Recorded data
'''
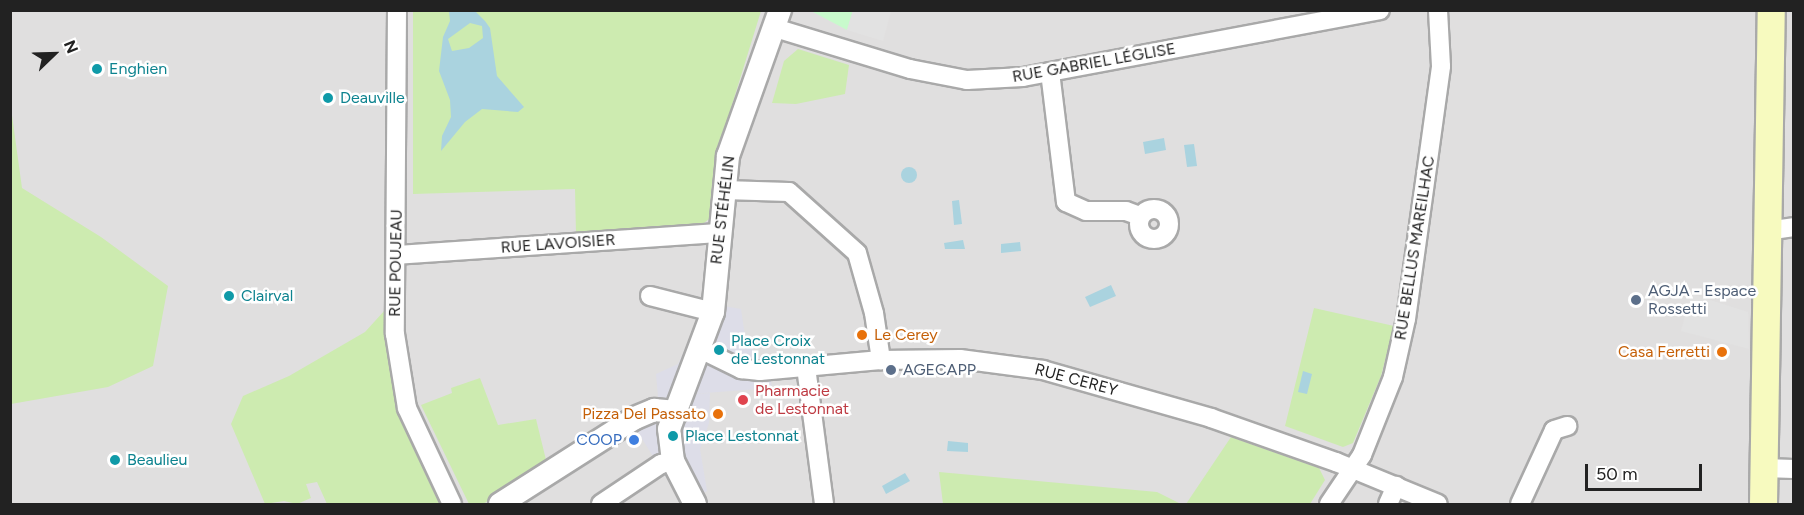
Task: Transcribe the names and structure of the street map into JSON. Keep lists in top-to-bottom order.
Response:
{
  "streets": {
    "street": [
      "RUE GABRIEL LÉGLISE",
      "RUE STÉHÉLIN",
      "RUE LAVOISIER",
      "RUE BELLUS MAREILHAC",
      "RUE POUJEAU",
      "RUE CEREY"
    ]
  },
  "crossings": [
    ["RUE GABRIEL LÉGLISE", "RUE STÉHÉLIN"],
    ["RUE STÉHÉLIN", "RUE LAVOISIER"],
    ["RUE STÉHÉLIN", "RUE CEREY"],
    ["RUE LAVOISIER", "RUE POUJEAU"],
    ["RUE BELLUS MAREILHAC", "RUE CEREY"]
  ],
  "places": [
    "Enghien",
    "Deauville",
    "Clairval",
    "AGJA - Espace Rossetti",
    "Le Cerey",
    "Place Croix de Lestonnat",
    "Casa Ferretti",
    "AGECAPP",
    "Pharmacie de Lestonnat",
    "Pizza Del Passato",
    "Place Lestonnat",
    "COOP",
    "Beaulieu"
  ],
  "scale_bar": "50 m",
  "north": "top right"
}
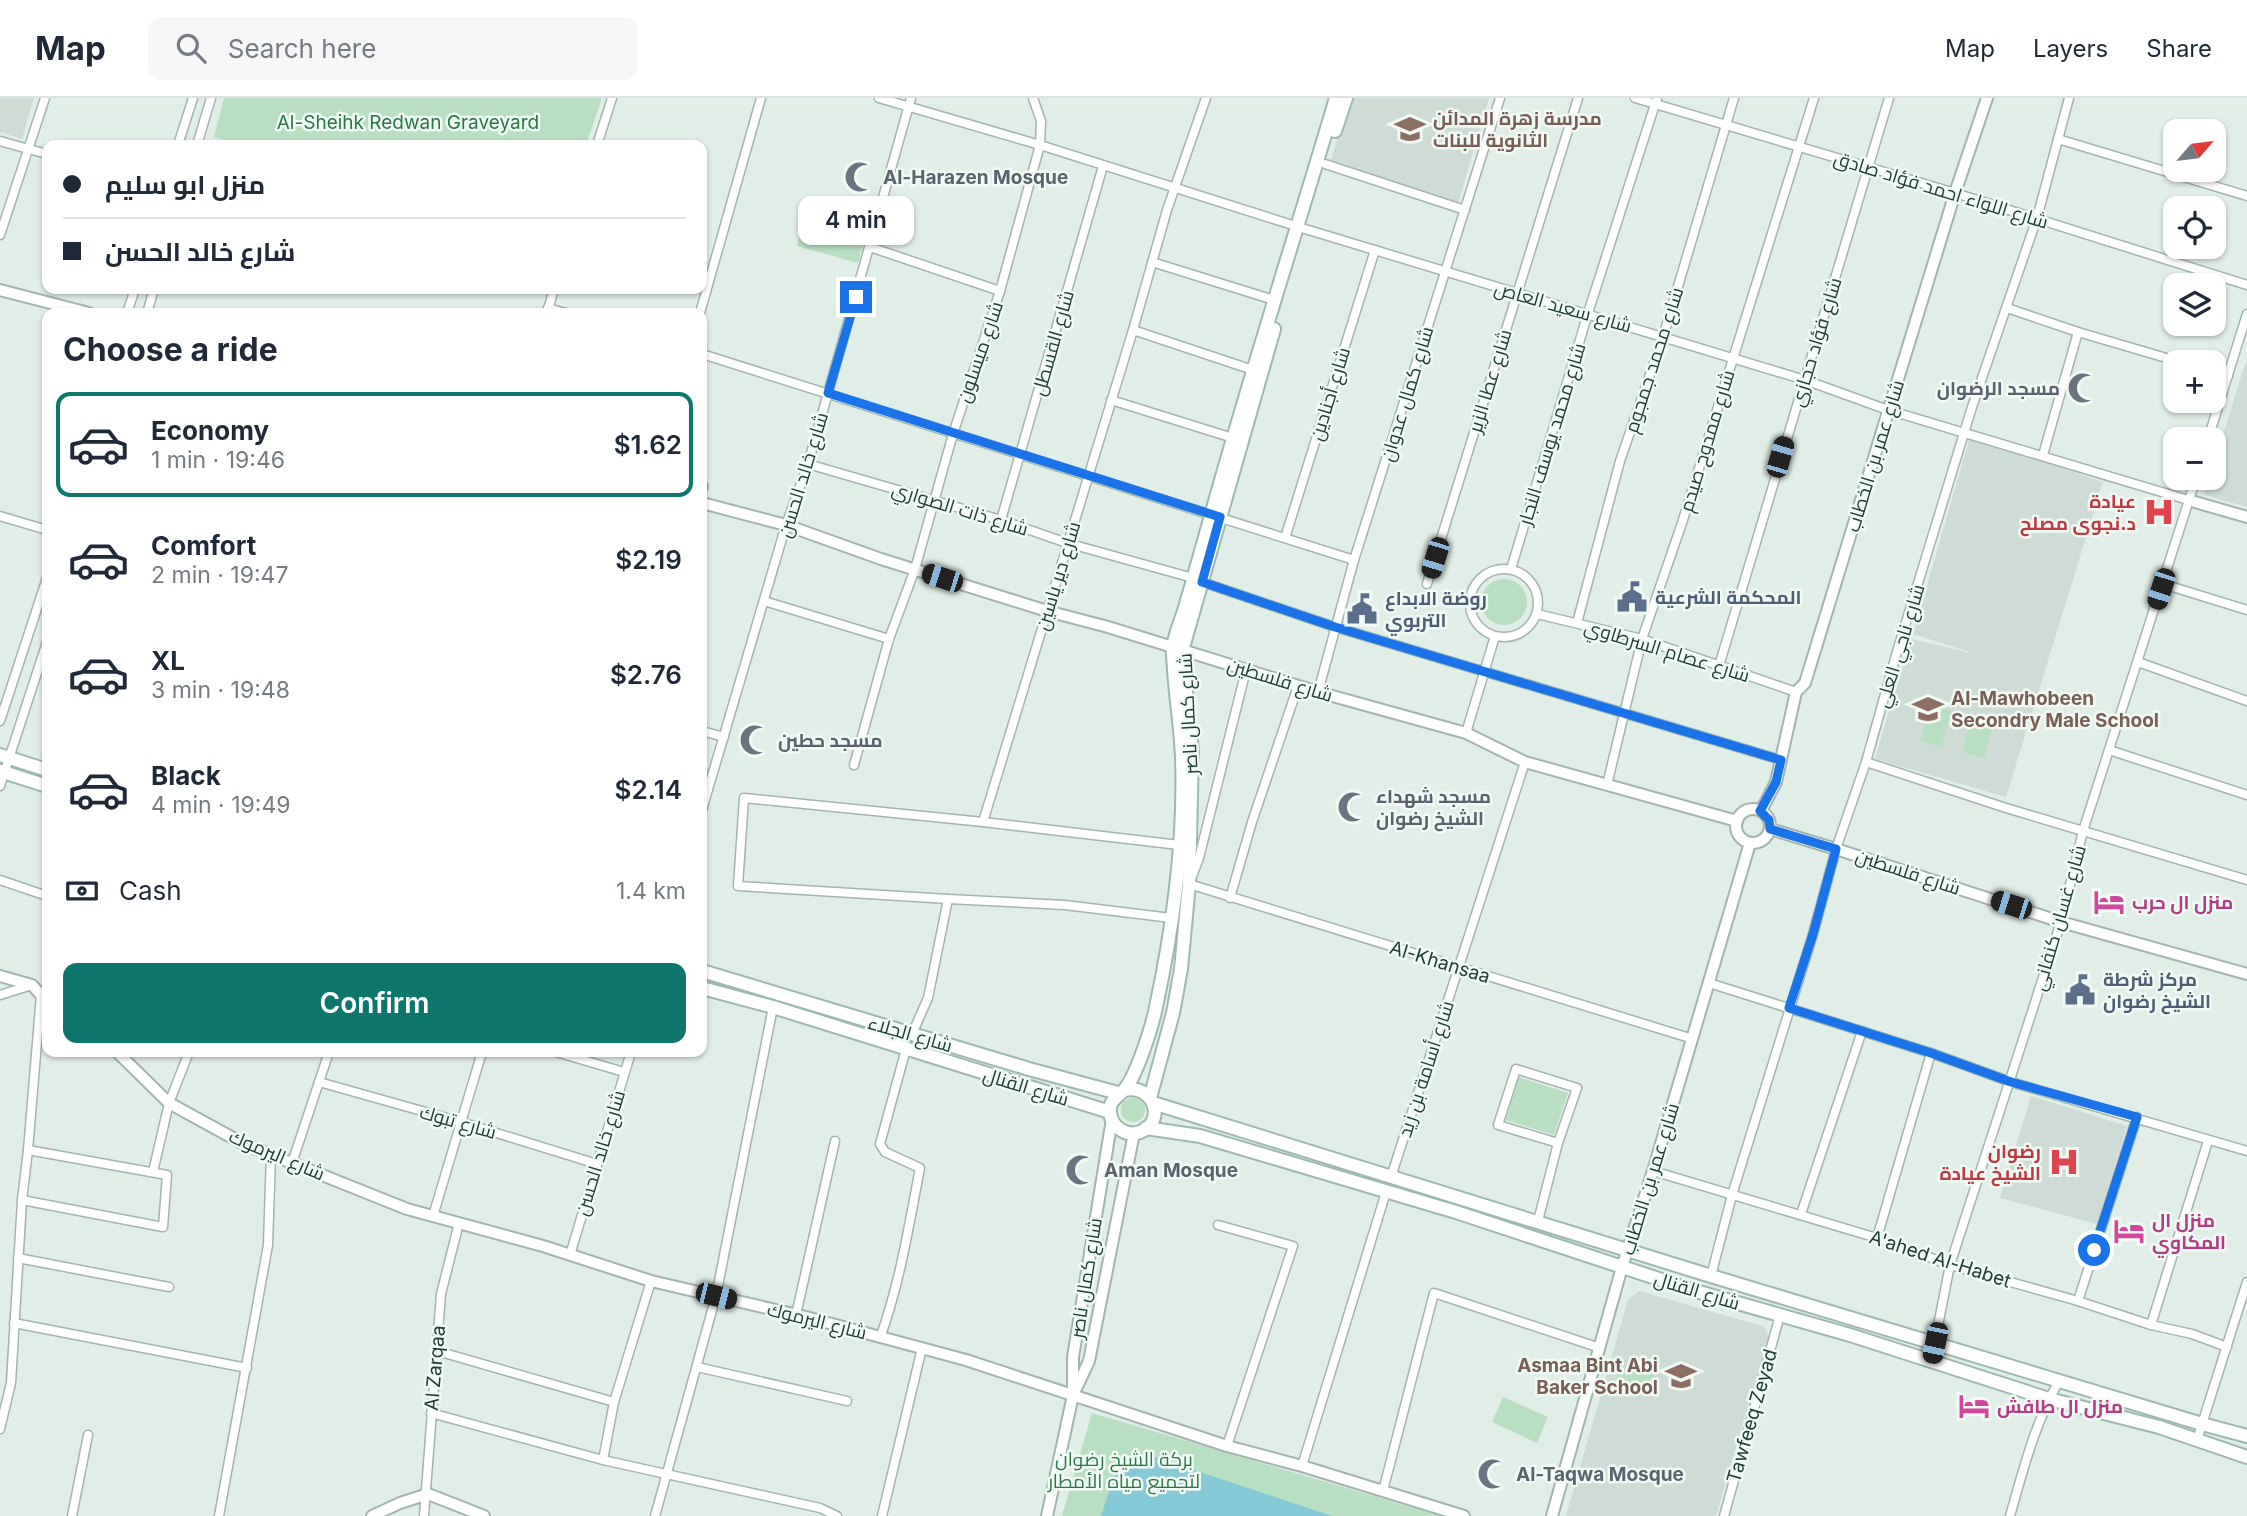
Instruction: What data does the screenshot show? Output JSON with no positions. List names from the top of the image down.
'''
Exercise ->
Each line of the entries where the string "JSON" occurs should be shown.

Solution to this exercise ->
Task: Transcribe the names and structure of the street map into JSON. Keep lists in top-to-bottom order.
Instruction: What data does the screenshot show? Output JSON with no positions. List names from the top of the image down.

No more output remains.